The R-14 Chusovaya (Р-14 Чусовая, named for the Chusovaya river) was a single stage Intermediate-range ballistic missile developed by the Soviet Union during the Cold War. It was given the NATO reporting name SS-5 Skean and was known by GRAU index 8K65. It was designed by Mikhail Yangel. Chusovaya is the name of a river in Russia. Line production was undertaken by Facility No. 1001 in Krasnoyarsk.

==Overview==
Development of the R-14 began by directive on 2 July 1958 at OKB-586 in Dnipropetrovsk (Dnipro, Ukraine). The preliminary design was completed in December 1958, with flight tests beginning in June 1960 and completed in February 1961. The missile was accepted into service on 24 April 1961; initial operational capability for the first division of four launchers was achieved on 31 December 1961, with the first regiment organized the next day. By the end of 1962 two regiments were fully operational in Ukraine and Latvia, with later surface launch pad sites in Kaliningrad and Belarus. A regiment consisted of two divisions, with eight launchers total; by the 1970s one mobile regiment consisted of 3 control units and 4-5 launchers. Upon introduction, the primary targets of R-14s were Thor missile sites in Britain, Jupiter missile sites in Italy and Turkey, and the Polaris missile submarine base at Rota, Spain. Production of the missile was initially done at Factory 586 in Dnepropetrovsk and Factory 1001 in Krasnoyarsk, with the RD-216 engine built only at Factory 586. From 1962 onward, production was shifted exclusively to Aviation Factory 166 in Omsk.

Prior to the onset of the 1962 Cuban Missile Crisis, the Soviet Union planned to deploy two regiments with 32 R-14 IRBMs and 16 launchers to Cuba. By the time the United States declared a quarantine of the island, 24 one-megaton warheads had arrived but no missiles or launchers had yet been shipped.

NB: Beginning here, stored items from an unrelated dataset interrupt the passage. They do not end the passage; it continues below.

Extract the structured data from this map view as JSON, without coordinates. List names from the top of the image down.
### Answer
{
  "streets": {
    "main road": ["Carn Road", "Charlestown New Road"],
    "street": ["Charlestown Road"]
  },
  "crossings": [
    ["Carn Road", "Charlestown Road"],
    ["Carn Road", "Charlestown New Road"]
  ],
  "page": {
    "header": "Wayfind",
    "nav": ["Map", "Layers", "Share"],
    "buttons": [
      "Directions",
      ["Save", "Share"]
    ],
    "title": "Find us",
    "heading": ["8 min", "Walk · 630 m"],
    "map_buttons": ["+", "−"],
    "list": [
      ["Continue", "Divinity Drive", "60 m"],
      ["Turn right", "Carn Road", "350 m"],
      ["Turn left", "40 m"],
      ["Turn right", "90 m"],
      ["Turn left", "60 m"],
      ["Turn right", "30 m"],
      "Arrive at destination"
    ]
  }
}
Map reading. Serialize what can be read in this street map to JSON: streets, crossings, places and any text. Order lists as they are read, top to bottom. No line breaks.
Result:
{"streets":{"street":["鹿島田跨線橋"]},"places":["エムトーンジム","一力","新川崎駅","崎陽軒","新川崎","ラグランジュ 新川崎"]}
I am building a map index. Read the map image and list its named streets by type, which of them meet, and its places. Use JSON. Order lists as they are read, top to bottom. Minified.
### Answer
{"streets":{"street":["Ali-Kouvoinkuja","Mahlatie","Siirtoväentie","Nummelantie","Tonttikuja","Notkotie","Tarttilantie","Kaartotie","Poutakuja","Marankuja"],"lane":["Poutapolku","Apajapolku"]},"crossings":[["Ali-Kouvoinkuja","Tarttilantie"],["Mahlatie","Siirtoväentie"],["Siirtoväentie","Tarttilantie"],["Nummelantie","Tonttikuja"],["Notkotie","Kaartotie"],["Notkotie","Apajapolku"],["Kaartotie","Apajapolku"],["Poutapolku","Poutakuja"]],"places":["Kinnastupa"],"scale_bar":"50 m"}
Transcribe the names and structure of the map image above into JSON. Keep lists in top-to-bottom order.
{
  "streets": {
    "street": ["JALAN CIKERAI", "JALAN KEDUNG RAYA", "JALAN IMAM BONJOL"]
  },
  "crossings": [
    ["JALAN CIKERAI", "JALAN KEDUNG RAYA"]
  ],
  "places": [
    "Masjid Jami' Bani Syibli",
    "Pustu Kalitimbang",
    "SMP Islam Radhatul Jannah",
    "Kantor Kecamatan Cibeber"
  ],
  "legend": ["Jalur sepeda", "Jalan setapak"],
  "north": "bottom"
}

The warheads were removed and the deployment of the R-14 to Cuba was cancelled after the crisis was resolved.

In May 1960, development of the R-14U (universal) version, which could be launched from both surface pads or 'Chusovaya' complex missile silos, was authorized and test launches began in January 1962. In the silo-launched version, each regiment consisted of two divisions, each division being a single emplacement with a hardened command and control technical point and three silos. The silos were placed at least 100 m from the other about the technical point. Each silo was 30 m deep and hardened to withstand overpressures of 2 kg/cm2. The silo design was accepted for service in June 1963, and the first R-14U silo division became operational at Priekule, Latvia in 1964. Complexes were also built in the Russian Far East, Kazakhstan, Ukraine.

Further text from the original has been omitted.